---------- Data to process

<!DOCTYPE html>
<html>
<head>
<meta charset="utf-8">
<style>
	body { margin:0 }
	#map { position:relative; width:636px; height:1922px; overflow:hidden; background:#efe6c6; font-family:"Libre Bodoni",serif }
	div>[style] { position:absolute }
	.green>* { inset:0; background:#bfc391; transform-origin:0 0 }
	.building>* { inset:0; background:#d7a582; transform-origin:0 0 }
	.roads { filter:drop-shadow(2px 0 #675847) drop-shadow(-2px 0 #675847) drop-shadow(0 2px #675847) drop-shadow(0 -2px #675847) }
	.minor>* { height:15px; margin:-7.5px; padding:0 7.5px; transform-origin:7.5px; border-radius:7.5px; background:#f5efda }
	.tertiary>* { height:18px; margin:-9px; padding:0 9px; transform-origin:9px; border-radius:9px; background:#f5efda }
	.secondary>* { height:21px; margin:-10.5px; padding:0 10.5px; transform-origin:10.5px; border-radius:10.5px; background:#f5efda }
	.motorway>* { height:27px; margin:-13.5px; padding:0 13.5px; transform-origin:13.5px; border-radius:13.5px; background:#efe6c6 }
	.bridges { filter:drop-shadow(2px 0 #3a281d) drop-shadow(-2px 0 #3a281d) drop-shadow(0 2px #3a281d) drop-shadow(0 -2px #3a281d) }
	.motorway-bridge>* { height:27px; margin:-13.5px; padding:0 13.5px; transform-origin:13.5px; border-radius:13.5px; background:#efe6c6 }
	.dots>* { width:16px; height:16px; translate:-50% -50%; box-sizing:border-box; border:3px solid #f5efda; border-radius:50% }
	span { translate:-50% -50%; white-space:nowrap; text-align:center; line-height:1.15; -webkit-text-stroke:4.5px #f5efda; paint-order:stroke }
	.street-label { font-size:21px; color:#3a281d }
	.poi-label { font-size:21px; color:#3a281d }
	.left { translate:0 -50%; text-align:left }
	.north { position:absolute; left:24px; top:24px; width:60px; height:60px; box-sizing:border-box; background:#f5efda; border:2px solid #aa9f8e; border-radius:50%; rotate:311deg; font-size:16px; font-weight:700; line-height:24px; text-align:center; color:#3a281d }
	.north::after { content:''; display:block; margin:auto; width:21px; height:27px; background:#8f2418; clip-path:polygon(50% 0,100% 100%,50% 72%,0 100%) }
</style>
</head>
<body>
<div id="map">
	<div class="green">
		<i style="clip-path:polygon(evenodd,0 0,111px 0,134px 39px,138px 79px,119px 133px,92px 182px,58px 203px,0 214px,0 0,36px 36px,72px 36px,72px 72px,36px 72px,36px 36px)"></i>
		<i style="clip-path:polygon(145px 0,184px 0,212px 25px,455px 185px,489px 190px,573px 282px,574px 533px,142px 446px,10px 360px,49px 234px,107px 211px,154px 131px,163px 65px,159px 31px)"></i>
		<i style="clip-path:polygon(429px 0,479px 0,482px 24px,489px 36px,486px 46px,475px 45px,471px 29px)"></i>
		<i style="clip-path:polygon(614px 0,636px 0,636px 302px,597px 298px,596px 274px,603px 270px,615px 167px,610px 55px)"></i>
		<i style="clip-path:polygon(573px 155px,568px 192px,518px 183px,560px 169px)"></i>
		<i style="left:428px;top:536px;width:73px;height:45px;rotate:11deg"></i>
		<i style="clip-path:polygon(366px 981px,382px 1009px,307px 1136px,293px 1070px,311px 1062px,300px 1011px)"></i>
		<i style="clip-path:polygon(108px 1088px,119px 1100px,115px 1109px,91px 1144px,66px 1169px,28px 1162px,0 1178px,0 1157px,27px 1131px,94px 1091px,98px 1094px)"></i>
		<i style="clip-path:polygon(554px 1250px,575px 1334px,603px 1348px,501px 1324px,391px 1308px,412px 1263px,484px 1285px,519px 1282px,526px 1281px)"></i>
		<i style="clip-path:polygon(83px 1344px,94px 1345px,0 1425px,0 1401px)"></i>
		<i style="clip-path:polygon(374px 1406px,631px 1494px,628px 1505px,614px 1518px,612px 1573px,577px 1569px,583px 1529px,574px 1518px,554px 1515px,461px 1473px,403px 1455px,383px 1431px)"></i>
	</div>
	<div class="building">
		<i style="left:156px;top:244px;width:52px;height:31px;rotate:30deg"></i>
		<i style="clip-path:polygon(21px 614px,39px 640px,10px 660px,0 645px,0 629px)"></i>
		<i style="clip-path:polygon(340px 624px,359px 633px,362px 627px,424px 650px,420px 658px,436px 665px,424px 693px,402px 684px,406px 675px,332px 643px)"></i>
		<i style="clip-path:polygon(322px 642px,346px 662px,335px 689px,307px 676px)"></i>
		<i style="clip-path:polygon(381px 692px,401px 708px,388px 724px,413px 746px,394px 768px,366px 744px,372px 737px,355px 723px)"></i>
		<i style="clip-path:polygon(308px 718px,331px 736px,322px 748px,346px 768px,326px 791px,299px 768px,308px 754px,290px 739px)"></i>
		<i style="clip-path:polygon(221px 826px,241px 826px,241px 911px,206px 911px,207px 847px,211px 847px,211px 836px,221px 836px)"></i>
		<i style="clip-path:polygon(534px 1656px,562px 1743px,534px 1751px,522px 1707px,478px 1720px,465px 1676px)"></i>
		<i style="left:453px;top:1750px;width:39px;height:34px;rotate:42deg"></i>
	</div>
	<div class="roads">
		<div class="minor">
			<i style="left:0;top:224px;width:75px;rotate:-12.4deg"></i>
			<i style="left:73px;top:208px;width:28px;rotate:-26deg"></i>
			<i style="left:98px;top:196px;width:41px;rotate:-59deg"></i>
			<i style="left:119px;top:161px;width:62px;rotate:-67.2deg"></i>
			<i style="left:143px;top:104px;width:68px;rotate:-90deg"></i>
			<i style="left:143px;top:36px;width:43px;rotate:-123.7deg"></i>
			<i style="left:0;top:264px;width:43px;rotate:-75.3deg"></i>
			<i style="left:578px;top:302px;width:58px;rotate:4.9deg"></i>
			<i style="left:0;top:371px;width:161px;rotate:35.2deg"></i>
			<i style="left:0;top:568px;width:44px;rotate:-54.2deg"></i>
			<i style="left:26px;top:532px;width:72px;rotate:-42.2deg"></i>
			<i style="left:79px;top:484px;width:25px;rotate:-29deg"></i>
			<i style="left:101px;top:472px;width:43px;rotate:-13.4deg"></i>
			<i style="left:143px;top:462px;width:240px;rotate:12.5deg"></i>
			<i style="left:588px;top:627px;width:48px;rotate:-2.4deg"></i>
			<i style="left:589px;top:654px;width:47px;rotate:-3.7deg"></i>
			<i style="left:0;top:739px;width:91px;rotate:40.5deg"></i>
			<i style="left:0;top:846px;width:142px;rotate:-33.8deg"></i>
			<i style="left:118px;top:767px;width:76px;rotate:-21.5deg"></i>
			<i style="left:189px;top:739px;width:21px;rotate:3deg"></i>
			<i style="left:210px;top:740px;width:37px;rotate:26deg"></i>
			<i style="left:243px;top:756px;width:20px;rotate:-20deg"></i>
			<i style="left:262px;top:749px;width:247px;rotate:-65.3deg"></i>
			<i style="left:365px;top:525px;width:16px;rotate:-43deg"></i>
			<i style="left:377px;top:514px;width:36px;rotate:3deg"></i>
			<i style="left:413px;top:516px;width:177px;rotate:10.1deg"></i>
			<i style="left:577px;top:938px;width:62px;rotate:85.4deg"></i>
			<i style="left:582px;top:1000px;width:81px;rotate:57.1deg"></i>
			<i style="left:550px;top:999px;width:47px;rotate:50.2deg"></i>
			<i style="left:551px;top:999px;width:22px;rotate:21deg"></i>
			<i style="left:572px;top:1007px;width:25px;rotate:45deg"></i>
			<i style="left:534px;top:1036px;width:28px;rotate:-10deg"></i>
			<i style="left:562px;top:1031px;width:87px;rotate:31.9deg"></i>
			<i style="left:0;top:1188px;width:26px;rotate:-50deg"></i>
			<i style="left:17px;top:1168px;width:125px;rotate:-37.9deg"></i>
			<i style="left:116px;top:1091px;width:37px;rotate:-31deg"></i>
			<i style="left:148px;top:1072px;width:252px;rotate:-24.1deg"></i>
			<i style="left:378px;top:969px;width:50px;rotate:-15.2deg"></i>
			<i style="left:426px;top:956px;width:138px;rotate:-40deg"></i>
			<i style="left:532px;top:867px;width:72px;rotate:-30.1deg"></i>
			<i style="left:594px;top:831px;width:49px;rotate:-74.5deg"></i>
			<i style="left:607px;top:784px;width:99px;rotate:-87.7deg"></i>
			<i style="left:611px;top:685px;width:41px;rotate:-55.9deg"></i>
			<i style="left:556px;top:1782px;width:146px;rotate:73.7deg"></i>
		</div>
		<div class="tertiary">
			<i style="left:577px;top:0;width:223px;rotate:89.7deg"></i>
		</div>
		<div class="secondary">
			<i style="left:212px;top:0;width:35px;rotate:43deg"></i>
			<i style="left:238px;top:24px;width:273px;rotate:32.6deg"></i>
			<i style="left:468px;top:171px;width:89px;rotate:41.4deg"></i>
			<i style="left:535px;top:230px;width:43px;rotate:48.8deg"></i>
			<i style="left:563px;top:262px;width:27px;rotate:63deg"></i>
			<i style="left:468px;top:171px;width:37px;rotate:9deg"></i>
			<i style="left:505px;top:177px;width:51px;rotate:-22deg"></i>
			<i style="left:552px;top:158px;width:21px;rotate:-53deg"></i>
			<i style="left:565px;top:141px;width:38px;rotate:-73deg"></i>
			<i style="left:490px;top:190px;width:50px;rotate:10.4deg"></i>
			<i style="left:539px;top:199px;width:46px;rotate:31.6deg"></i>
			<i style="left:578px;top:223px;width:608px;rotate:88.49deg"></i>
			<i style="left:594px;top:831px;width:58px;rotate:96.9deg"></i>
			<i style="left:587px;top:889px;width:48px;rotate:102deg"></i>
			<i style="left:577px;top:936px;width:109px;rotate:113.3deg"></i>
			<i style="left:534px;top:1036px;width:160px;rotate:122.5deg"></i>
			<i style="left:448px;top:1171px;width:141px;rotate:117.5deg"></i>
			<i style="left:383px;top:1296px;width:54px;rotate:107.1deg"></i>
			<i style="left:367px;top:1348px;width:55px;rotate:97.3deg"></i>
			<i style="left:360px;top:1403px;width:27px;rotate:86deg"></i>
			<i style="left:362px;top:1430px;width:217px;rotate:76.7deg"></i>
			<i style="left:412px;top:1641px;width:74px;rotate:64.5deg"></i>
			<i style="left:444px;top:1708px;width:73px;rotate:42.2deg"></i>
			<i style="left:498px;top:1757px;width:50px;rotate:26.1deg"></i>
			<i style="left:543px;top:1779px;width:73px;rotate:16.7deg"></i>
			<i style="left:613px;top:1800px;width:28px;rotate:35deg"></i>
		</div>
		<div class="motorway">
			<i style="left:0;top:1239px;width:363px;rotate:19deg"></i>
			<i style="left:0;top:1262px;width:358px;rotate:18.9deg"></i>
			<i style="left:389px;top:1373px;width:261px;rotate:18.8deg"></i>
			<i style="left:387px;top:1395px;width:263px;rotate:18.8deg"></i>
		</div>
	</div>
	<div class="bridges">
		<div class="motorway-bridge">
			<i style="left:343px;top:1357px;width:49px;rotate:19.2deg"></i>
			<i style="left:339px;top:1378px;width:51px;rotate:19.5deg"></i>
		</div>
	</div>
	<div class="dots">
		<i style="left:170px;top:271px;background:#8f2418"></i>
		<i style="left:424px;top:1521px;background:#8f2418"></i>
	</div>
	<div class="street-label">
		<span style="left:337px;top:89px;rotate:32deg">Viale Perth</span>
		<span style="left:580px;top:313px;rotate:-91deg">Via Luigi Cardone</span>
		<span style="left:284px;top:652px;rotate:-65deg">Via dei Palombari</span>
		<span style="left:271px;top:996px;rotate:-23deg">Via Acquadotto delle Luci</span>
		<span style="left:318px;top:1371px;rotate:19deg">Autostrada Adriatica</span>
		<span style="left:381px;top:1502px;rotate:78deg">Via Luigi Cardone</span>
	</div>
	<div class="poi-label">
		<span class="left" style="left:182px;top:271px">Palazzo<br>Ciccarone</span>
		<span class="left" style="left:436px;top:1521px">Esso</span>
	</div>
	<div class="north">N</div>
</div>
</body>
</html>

--------------------

=== Task ===
When a line in the listing above holds the word "secondary", copy it.

=== Exercise answer ===
	.secondary>* { height:21px; margin:-10.5px; padding:0 10.5px; transform-origin:10.5px; border-radius:10.5px; background:#f5efda }
		<div class="secondary">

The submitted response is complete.